» **WHAT IS EXPECTED**
Note each line in the data holding the string "roads" and report it.

» **SOURCE MATERIAL**
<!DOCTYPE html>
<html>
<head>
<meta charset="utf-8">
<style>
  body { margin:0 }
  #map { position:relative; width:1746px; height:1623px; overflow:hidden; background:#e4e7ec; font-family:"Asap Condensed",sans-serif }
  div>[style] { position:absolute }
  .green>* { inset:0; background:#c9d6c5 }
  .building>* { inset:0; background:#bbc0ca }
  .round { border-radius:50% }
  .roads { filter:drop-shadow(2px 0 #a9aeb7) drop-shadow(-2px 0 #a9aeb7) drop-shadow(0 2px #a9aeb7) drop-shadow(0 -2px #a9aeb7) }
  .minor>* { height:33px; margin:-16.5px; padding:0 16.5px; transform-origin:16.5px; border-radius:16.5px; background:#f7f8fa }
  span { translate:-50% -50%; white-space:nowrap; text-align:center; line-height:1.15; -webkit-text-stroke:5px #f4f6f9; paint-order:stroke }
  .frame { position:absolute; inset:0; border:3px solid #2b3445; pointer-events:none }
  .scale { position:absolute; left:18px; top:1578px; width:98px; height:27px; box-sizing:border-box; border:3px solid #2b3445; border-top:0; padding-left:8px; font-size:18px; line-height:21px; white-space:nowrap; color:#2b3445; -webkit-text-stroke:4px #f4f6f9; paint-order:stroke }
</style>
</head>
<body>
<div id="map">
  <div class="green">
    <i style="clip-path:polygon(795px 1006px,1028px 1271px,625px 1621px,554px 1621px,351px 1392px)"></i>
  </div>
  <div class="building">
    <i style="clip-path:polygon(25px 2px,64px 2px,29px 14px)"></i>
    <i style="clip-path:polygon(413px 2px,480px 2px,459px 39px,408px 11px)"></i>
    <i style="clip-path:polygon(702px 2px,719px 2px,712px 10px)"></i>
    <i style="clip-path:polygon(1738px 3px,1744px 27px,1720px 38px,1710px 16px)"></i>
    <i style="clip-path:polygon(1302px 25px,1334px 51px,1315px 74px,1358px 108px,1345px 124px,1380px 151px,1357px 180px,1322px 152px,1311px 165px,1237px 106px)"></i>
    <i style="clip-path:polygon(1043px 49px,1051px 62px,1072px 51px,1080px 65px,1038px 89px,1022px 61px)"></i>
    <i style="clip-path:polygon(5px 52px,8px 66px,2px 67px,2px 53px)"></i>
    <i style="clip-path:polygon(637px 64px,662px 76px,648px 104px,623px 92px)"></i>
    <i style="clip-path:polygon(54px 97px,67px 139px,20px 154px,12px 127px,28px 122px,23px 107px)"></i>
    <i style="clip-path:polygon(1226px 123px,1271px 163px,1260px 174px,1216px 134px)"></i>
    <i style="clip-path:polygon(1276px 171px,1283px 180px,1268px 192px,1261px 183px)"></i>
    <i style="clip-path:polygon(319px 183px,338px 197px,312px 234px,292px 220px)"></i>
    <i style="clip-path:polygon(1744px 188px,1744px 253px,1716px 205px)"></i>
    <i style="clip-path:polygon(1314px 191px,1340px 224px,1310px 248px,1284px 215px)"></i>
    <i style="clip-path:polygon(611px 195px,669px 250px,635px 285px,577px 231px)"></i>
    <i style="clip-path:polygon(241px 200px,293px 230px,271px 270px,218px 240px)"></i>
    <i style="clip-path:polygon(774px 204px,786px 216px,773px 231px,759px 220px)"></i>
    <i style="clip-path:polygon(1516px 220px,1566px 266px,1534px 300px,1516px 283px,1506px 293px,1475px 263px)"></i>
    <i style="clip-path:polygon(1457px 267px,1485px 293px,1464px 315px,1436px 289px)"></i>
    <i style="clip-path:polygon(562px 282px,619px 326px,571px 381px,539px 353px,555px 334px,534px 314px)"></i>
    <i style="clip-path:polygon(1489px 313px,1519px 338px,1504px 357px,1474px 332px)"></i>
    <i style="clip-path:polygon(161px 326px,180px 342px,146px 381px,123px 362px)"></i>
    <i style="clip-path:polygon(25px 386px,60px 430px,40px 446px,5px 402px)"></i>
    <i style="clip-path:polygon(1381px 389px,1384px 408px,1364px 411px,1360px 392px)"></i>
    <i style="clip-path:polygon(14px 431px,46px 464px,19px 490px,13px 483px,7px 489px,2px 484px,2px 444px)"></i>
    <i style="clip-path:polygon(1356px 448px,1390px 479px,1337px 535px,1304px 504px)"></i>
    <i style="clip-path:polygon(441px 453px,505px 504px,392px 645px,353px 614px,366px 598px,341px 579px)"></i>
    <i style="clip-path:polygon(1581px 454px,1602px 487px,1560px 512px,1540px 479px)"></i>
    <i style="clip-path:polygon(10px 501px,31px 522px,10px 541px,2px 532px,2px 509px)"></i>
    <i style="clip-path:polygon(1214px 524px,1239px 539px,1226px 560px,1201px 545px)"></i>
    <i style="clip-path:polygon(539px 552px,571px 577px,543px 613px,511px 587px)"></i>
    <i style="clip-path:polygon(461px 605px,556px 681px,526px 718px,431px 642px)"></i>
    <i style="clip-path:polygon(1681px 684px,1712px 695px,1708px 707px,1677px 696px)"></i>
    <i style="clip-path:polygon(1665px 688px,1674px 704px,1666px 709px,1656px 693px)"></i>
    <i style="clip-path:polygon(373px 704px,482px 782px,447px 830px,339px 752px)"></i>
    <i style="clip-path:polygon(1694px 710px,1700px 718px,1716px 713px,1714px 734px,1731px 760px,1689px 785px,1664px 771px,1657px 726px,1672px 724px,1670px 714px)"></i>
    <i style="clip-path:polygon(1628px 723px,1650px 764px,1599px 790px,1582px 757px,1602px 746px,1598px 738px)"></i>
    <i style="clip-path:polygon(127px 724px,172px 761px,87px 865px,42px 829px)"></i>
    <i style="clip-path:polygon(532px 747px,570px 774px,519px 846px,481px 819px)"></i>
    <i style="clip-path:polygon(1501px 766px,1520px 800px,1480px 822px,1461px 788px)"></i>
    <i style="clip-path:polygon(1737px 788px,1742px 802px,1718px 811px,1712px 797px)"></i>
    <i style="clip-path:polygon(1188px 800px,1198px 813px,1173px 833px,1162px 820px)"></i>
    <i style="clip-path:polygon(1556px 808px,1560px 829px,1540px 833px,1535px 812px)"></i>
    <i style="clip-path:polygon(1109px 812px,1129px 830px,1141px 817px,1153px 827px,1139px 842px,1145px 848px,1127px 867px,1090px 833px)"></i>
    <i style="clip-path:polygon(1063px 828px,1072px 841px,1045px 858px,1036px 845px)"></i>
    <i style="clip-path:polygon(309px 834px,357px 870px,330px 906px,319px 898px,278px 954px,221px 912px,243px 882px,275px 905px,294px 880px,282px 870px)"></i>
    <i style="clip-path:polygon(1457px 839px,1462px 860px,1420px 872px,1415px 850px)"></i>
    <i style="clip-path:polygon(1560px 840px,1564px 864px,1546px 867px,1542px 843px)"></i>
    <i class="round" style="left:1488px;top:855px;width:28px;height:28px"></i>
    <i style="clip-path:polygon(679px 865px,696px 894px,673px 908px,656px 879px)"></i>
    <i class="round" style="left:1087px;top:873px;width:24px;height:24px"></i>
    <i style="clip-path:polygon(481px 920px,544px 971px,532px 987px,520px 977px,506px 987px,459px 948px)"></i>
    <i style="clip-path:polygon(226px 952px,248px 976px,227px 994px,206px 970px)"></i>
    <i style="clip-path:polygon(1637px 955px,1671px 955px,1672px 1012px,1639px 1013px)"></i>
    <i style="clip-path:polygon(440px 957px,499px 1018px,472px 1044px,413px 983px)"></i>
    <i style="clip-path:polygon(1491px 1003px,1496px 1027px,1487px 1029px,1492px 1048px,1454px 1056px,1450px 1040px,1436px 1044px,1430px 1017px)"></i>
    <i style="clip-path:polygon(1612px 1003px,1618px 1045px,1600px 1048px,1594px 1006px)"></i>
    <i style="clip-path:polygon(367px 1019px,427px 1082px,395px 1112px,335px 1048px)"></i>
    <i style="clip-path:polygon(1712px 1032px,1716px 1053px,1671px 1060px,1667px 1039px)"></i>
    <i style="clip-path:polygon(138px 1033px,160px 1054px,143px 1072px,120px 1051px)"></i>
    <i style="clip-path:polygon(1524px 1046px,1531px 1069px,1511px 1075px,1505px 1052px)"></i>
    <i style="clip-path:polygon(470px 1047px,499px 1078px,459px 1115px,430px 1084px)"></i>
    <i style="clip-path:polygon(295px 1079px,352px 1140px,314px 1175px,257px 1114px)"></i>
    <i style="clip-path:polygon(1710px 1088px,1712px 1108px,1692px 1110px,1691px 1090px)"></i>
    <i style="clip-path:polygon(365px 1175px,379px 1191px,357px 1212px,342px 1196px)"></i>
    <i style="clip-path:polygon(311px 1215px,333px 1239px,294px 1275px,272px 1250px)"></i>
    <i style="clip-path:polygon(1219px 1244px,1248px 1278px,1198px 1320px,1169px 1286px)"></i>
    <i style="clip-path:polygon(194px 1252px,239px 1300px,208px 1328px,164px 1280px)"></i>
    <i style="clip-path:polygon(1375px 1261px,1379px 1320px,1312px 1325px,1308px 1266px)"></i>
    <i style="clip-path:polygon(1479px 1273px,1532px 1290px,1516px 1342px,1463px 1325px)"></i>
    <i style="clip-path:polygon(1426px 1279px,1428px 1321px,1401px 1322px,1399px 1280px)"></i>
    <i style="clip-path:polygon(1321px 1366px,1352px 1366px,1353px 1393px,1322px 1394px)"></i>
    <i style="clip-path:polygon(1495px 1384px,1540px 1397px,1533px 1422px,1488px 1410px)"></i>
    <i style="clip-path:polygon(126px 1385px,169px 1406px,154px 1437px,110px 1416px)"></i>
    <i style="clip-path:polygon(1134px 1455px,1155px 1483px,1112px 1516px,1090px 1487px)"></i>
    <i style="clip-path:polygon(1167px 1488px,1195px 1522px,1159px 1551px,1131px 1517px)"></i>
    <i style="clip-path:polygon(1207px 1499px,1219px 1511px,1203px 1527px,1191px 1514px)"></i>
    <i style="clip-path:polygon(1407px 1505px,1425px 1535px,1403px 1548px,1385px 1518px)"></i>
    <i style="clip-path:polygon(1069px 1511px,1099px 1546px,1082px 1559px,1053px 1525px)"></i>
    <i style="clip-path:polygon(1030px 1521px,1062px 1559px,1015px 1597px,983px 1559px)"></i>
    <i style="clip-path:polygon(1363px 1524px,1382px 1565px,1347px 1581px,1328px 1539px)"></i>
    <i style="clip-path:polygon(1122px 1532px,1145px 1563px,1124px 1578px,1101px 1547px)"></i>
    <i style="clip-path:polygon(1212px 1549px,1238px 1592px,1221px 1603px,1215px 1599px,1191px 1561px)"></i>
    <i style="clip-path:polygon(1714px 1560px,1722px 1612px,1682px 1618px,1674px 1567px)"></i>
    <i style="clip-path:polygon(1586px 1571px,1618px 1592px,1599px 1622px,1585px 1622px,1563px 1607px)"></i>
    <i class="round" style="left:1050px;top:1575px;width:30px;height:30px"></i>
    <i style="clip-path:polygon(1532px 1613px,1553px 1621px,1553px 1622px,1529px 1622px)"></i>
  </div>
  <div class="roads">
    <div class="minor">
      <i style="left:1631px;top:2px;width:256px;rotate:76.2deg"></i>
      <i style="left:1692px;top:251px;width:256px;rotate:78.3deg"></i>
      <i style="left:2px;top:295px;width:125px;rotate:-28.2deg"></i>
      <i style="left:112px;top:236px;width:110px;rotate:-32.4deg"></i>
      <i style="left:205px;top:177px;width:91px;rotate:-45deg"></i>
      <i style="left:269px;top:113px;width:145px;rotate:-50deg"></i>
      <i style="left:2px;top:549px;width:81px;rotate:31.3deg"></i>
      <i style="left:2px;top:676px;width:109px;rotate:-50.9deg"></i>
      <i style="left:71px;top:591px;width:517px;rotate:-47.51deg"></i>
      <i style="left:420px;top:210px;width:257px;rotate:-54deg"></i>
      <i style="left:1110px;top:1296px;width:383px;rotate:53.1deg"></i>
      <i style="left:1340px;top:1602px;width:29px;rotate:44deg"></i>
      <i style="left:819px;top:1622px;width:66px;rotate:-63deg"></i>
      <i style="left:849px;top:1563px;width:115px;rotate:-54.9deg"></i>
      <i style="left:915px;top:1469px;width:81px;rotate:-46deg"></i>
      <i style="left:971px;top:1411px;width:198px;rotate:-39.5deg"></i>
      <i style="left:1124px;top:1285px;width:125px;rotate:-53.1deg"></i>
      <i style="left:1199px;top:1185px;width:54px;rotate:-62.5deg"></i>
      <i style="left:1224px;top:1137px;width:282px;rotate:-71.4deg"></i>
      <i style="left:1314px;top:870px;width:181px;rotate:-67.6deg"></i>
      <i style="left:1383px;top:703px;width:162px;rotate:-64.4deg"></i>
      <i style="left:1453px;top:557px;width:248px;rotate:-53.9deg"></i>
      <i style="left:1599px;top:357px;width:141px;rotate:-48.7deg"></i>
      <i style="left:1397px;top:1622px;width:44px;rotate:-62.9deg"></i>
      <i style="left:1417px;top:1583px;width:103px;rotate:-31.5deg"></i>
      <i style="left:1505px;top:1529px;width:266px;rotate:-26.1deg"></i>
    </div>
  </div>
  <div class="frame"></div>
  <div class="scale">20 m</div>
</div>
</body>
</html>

» **SOLVED EXERCISE**
  .roads { filter:drop-shadow(2px 0 #a9aeb7) drop-shadow(-2px 0 #a9aeb7) drop-shadow(0 2px #a9aeb7) drop-shadow(0 -2px #a9aeb7) }
  <div class="roads">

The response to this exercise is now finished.